Many of my newer clients or those that attend educational sessions in which I am a speaker often talk to me about some concerns they have about social media. Some of them are not sure where to start, several wonder which social media venues are right for them, and others question whether they should have a presence in social media at all. All these questions are valid, and they all boil down to one single element with which we are all familiar: fear. We fear what we do not yet know. We fear making mistakes. We fear the prospect of looking like a dope in public.
Based on the dozens of discussions I’ve had with accomplished and promising social media managers, I’ve collected a list of items native to social media campaigns that should not be feared.
The Negative Customer
This is the guy who loves to gripe. He is the constant jeer. He complains incessantly for all to hear. He can transform a mood from pleasant to pissed in less than 5 seconds. Many companies avoid him like a spoonful of Robitussin, a necessary confrontation, or a 30-minute cardio workout. Here are three reasons why the negative customer is good for your business:
1. He’s Honest : When a customer complaint happens online, please do not fret. At least now you know. Complaints empower you to gain visibility to the pieces of your business that are most important – the same ones that are closest to your customer. The negative customer will tell you what is wrong in public so in turn you can fix it in public. Sure, we all want to adorn our walls with pretty pictures and beautiful photographs, but mirrors are important too.
2. He’s Often Misinformed : Sometimes the negative customer is just plain wrong. There may be few or many misconceptions about your business practices or individuals within your organization. A carefully worded response to a negative review can help to set the record straight for the malcontent and potentially many others who didn’t know the whole truth either. Use caution, however, as you do not want a response to a negative customer to ignite a flame war. Sometimes the best course of action is to take the conversation offline. Crazy people are everywhere, but they run rampant on the interwebs.
3. He’s Not Always Popular : When I worked at Off Madison Ave, we had a client that was opening a new public venue. There were some unforeseen construction delays which forced us to push back the opening, and many customers started voicing their displeasure. Before we could respond, several other customers did so on our behalf. For every complainer, there were at least three “defender” customers. Soon enough the argument was squelched by the populace. We sat back, watched and smiled.
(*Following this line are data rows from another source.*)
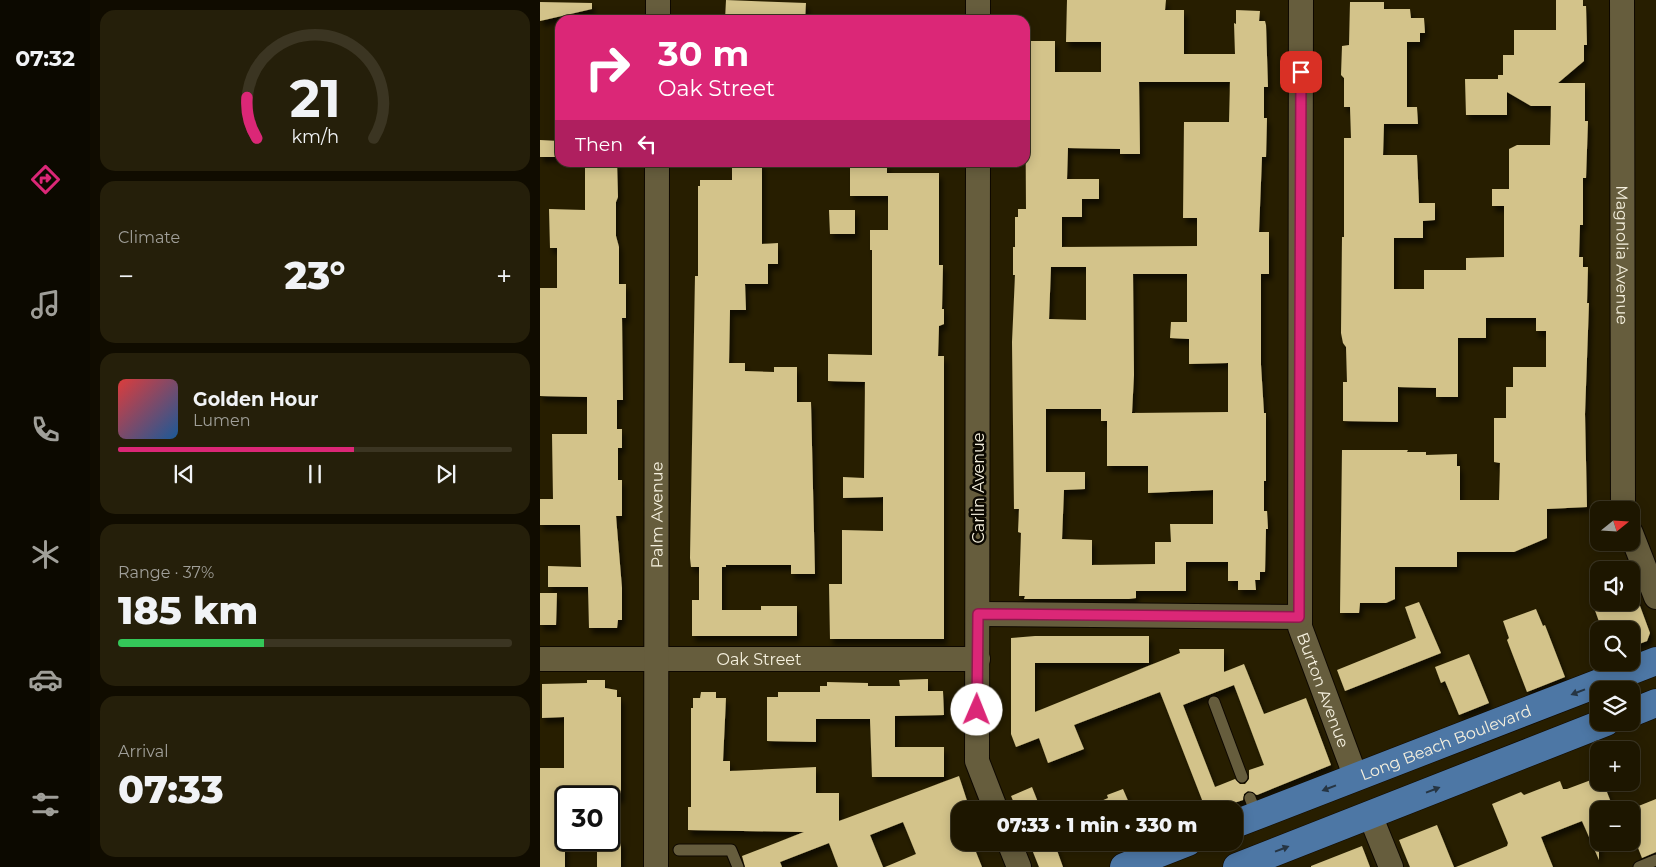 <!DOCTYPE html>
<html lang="en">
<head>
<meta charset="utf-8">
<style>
	body { margin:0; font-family:Montserrat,sans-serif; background:#251f0a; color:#f1f3f6; height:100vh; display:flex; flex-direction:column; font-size:19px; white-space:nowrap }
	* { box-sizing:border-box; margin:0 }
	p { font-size:16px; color:#a09f99 }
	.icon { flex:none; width:28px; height:28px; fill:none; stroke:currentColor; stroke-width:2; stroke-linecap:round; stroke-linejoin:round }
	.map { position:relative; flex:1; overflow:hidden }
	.sheet { display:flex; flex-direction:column; gap:10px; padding:10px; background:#100c00; width:450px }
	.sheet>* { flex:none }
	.hud { position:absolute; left:15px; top:15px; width:475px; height:152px; border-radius:15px; box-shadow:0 2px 12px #0003,0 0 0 1px #3b3522; background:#db2777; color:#fff; overflow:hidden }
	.needle { width:32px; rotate:72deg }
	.buttons { position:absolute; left:1050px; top:501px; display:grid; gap:10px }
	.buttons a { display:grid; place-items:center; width:50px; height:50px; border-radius:10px; background:#1d1600; box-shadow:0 2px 12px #0003,0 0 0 1px #3b3522; font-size:25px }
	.speed { position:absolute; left:15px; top:786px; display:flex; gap:10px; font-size:25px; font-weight:700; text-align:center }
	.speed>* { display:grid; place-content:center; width:65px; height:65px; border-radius:50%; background:#1d1600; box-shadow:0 2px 12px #0003,0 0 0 1px #3b3522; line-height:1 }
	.speed .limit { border:2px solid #111; border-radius:8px; background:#fff; color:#111 }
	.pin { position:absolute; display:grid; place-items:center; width:42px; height:42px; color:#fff; margin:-21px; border-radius:10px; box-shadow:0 2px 8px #0006 }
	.me { position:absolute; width:55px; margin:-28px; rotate:1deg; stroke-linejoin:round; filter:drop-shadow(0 0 4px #0008) }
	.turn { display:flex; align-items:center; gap:18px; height:105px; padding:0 20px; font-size:22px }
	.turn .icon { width:65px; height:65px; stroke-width:2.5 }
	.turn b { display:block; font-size:35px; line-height:42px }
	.then { display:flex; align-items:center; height:48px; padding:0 20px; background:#0003; gap:10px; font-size:19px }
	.big { font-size:38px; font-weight:800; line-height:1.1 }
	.sheet .card { flex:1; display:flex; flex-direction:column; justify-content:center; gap:8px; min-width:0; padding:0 18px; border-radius:15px; background:#251f0a }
	.sheet .dial { align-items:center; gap:0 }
	.dial svg { height:130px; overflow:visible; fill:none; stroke:#3b3522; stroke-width:7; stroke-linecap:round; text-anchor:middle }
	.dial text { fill:#f1f3f6; stroke:none }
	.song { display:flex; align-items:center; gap:15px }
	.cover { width:60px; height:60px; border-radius:8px; background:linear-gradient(135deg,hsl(0 70% 55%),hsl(210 70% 35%)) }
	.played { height:5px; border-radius:2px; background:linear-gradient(90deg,#db2777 60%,#3b3522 60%) }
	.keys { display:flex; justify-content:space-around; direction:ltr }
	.heat { display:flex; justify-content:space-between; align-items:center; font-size:28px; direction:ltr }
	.charge { height:8px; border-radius:4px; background:linear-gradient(90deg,#34c759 37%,#3b3522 0) }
	.trip { position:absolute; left:411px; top:801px; width:292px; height:50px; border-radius:15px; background:#1d1600; box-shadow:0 2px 12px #0003,0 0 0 1px #3b3522; font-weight:800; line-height:50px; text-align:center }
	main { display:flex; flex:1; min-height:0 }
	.tabs { display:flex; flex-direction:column; width:90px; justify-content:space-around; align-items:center; background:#0c0900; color:#a09f99 }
	.tabs .icon { width:35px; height:35px }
	.tabs .on { color:#db2777 }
	.tabs b { font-size:22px; color:#f1f3f6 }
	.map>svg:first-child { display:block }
	.building { fill:#d3c38a; fill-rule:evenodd; filter:url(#shadow) }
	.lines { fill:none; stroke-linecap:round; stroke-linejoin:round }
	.service-casing { stroke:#0e0800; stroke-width:13 }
	.minor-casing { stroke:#0e0800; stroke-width:26 }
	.primary-casing { stroke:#0e0800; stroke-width:29 }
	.service { stroke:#665d3d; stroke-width:11 }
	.minor { stroke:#665d3d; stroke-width:24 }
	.primary { stroke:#4d77a5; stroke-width:28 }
	.oneway { fill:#263543 }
	.route-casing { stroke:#8e194d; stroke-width:12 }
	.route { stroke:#db2777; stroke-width:9 }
	.labels { text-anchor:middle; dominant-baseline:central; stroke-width:5; stroke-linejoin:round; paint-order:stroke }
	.street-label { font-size:16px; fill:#f5f0de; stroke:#0c0901 }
</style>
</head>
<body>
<main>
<nav class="tabs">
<b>07:32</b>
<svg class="icon on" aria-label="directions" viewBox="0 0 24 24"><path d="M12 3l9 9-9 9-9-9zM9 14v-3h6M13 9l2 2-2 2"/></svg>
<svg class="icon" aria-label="music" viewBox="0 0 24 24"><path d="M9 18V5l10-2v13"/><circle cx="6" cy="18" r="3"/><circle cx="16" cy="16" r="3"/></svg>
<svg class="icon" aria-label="phone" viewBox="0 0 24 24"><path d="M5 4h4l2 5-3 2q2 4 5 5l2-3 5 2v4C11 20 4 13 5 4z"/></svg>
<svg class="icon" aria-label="climate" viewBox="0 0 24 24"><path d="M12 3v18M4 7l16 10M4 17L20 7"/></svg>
<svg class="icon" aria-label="car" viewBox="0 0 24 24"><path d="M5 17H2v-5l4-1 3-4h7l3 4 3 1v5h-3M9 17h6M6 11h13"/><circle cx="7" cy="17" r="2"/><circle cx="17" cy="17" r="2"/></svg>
<svg class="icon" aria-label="filters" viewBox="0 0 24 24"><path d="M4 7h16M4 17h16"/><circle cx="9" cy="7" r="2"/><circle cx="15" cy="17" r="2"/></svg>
</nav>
<section class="sheet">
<div class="card dial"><svg viewBox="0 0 100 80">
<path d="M14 69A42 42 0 1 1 86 69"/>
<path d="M14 69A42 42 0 0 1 8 44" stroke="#db2777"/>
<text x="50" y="56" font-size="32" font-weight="700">21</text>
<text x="50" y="72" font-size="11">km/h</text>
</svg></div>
<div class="card"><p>Climate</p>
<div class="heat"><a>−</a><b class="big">23°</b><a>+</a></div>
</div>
<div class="card">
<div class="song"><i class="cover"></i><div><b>Golden Hour</b><p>Lumen</p></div></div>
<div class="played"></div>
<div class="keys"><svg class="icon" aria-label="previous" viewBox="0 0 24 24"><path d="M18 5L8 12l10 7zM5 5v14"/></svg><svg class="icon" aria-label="pause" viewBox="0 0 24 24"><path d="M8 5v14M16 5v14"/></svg><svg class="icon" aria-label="next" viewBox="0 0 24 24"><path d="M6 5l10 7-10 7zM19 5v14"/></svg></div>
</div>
<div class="card"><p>Range · 37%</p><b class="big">185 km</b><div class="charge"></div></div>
<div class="card"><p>Arrival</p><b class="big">07:33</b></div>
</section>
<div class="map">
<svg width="1116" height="867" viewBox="0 0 1116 867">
	<defs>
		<filter id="shadow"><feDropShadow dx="3" dy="5.5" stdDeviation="2.5" flood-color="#0009"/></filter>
	</defs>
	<rect width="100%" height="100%" fill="#271e00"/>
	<path class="building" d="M186,0L266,3L265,20H185Z
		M527,0H626L625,10H644V54H695L694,23L696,24V10L720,11L719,21H725L726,25L728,87H724V118H727L726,157H722L719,232H729V274H721V365L724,413H726V481H724V511H727L728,529H726L725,572H720V580H715L716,590H698V581H688V562H646V591H596V598L589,599H484L485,596H479L481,533L478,532L479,509H474L472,342L475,275H473V247H475V217H478V209H486L485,41H515V72H561V42H526ZM599,82H690L689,122H644L643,218H657V246L522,247V217H542V199H559V179H527L528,148L580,149V154H600ZM511,267H546V320L509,319ZM593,274H647V322H631L630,338L649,339V364L688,363V412L592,413L594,375ZM506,409H561V421H567V466H608V493L673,490V524H630L631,542H615V564L552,565V540L522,539L524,490L545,489V472H506Z
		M1016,0H1043V6H1046L1047,45H1044V61L1018,83H1045V121H1048L1046,178H1043V225H1040L1039,257H1043V267H1048L1047,303H1049L1045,414L1047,507L1007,509V538L974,552H917V567H855V599L846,603H820L819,613H800L802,450H868L867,452H886V455L917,454V466H920V500H959L960,463L954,462V418H966V387H973V367H1006V331H996V318H946V338H918V397H896V388L858,387V422L803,421V382H807L806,347L803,343L801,333L802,237H804V138H811L810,107H804V78L801,75L802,46L809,45L810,2H844V9H870L871,18H884L885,33H880V42H867V107H877L878,124H844L843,155H877L879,203H895V220L883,221V238H854V289H884V270H926V258L964,257V206H952V189H969V149L977,145H1010L1011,106H991L967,92V115H926L925,79H958V75H963V55H974V30H1016Z
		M0,2L52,3V9L0,21Z
		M0,140L20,141V157H0Z
		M45,162H77L78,197L76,202V236L79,247V284H86V318H82L83,400H77V429H82V448H78V480H82V516H76L82,588V620H78L77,628H49L48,587H8V566L41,567L40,525H0V499H13L12,434H47V397L0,396V288H17V248H10L9,209L45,210Z
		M192,162H222V244L238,243V264H228V284H205L206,310H190L189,363H205V371L234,372V367H257V402H271L275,574H251V565H186V567H182V610H221V606H257V636H152V600H159V567H151L150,558L155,276H158V186H160V180H192Z
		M310,164H347V173H399V265H403L402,309H404V324L399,326L398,356H404V639H290L289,584H302V530L343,531V497L303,498V477L324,478L325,382L288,381V354L332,355V250H330V230H348V196H310Z
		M289,210H315V234H290Z
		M1091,587H1093L1110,633L1107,641L1091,647V630H1062L1052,602H1091Z
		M0,593H17L16,625H0Z
		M879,602L901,653L805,691L797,670L876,638L865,607Z
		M996,609L1003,626L1005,625L1025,677L987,692L967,640L969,638L963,621Z
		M495,636H609V663H495V712L640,653L639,649H684V672L704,664L724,714L766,698L791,765L717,795L708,791L704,794L703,800L673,810H666L620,692L534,725L544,749L508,763L499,738L476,747L471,734V638ZM694,685L724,765L709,770V779L705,784H700L695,779L675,787L643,705Z
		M929,654L949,703L919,715L905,681L901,683L895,667Z
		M388,679V691H403L404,715L355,716V747H404V777H332L330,719H276V742L227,741V697H238V692H280V686H287V682L328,683V686H360L359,680Z
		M47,680H65V688L77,690V697H81V794L80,798H57V793H25V867H0V768H24V717L2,718V684L47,683Z
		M161,692H176V698H186L183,761H190V771L276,767V793H299V821L419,776L430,810H420V842H432L442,867H345L376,854L363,822L330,835L343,867H298L289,843L240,862L242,867H205L202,856L264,832L148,830V807H151V708H153V698H160Z
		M1059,777V782H1063L1074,810H1059V860L1042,821L1001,837L1013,867H916L967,846L968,843L952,804L981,792L984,795L1020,781L1023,789H1027Z
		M492,787L501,810H477L471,796Z
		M583,789L592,810H540L568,798L567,795Z
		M1116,799V852L1102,858L1095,840L1091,841V809Z
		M897,825L914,867H870L859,840Z
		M57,840H81V867H57Z
		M489,842H514L523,867H499Z
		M822,846L830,867H771V866Z"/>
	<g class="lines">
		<g class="service-casing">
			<path id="service" d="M674,702L702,777
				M710,798L717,816
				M139,850H191L198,867
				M1099,867L1116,860"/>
		</g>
		<g class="minor-casing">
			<g id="minor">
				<path id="s1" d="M761,0L760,627L816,778"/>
				<path id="s2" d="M1082,0L1083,510"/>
				<path d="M118,20V0"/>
				<path d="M438,20V0"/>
				<path d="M438,162L437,761L456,810"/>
				<path d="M1091,533L1116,597"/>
				<path d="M438,614L759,617"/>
				<path id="s3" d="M0,659H438"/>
				<path d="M830,815L851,867"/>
				<path d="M469,842L479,867"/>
				<path id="s4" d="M116,867L117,162"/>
			</g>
		</g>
		<g class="primary-casing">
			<g id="primary">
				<path d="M1091,713L1116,703"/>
				<path id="s5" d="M695,824L1116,661"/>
				<path d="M584,867L648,842"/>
				<path d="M697,867L1066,722"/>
			</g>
		</g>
		<use href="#service" class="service"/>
		<use href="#minor" class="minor"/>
		<use href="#primary" class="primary"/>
	</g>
	<defs><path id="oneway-solid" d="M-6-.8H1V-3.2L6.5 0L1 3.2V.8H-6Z" transform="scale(1.25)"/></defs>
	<g class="oneway">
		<use href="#oneway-solid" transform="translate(1038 692) rotate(159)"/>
		<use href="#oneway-solid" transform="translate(789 788) rotate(159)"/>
		<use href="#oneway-solid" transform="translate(893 790) rotate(-21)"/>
		<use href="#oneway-solid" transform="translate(742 849) rotate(-21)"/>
	</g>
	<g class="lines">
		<g class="route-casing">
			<path id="route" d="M437,710L438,614L759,617L761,72"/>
		</g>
		<use href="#route" class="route"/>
	</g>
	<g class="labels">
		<g class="street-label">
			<text stroke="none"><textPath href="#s2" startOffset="255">Magnolia Avenue</textPath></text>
			<text transform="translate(438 488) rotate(-90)">Carlin Avenue</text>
			<text stroke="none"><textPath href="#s4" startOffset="352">Palm Avenue</textPath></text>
			<text stroke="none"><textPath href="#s3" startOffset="219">Oak Street</textPath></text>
			<text stroke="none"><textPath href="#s1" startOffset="694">Burton Avenue</textPath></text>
			<text stroke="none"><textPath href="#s5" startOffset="226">Long Beach Boulevard</textPath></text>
		</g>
	</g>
</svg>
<div class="buttons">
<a><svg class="needle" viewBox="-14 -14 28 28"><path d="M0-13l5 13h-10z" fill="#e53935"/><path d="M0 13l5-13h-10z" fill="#a09f99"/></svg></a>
<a><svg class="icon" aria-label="sound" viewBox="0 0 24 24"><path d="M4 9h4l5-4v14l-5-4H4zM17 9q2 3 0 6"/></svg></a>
<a><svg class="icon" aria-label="search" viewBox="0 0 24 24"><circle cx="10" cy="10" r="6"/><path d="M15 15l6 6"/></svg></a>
<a><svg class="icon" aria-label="layers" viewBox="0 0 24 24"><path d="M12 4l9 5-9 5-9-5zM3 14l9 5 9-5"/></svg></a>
<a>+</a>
<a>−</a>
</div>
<div class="speed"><div class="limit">30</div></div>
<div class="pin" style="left:761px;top:72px;background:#d93025"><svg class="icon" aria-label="arrive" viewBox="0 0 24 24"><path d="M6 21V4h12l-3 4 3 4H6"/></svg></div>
<svg class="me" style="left:437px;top:710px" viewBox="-20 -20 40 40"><circle r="19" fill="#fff"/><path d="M0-13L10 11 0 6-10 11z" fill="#db2777"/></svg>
<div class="trip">07:33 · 1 min · 330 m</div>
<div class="hud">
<div class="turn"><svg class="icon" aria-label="right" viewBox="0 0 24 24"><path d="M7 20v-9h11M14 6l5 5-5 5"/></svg><div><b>30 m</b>Oak Street</div></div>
<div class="then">Then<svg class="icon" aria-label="left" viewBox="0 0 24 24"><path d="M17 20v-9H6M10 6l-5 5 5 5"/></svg></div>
</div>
</div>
</main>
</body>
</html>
If you have been active in the marketing industry for some time, just keep doing what you have been. We are still working to generate awareness. We are still acquiring new prospects. We are still encouraging loyalty amongst our best customers. Stay the course. Social media is merely a cog in the marketing machine. Our goals are the same. Only the tools are different.
Please don’t get hung up on social media tactical devices. Anyone can learn them, and I promise they are not too complicated. If you would like to learn more about popular social media venues such as Facebook, Twitter, YouTube and LinkedIn, read these free social media tutorials. Don’t get too attached, however, as the tools are guaranteed to change. You know Google and Yahoo, but do you remember Alta Vista, Lycos and Looksmart?
Low Fan/Follower Counts
The success of your social media campaign should not be judged by the quantity of its audience. Rather, gauge success on the quality of interactions with the connections you have. I would rather have 100 engaged fans from whom I can learn and derive important reactions over 1,000 passive followers.
Do not stress if your connection numbers are low. Continue to provide meaningful, engaging content that can be easily shared. Fans are sure to follow soon enough.
While the items above should not cause you too much stress, there are some social media campaign elements that require constant attention. Here you will find a few questions that you should ask yourself and those within your organization if you plan to build or grow an ongoing social media campaign.
What Will We Say?
Develop a flexible editorial calendar. Call on all those within your organization capable of sharing knowledge your audience would find entertaining, enlightening and informative. Monitor conversations in social media as they offen provide fodder for your own content. Need more ideas? Check out this post from budding social media superstar, Daniel Klotz.
Who Will Say It?
Determine who within your organization will own your social media program. While your executive team should have input on message and strategy, a social media manager (maybe that’s you) should be identified and empowered to engage with the audience in social media. Whomever it selected, ensure that person has the knowledge, resources and passion to make a positive impact (then again, those qualities can apply to any position).
How Much Will This Cost?
The greatest fallacy about social media is that it is free. Time is money and a solid social media program requires plenty of it. Budget resources accordingly. Perhaps you start by committing 10 hours per week. In time that investment grows to 20 hours and eventually a full time person. If your business and industry is conducive to social media conversations, plan to assign man power to it soon.
What Does Success Look Like?
The provision meaningful metrics is social media’s sticky wicket. If your goals are not clear and realistic from the start, your measurement problem can get more complicated as time goes on. Determine now what you want to accomplish with your program. Awareness? Loyalty? Market research? No matter your goals, use multiple measures for traffic, influence, reach, etc.
What else concerns you regarding your social media campaign(s)?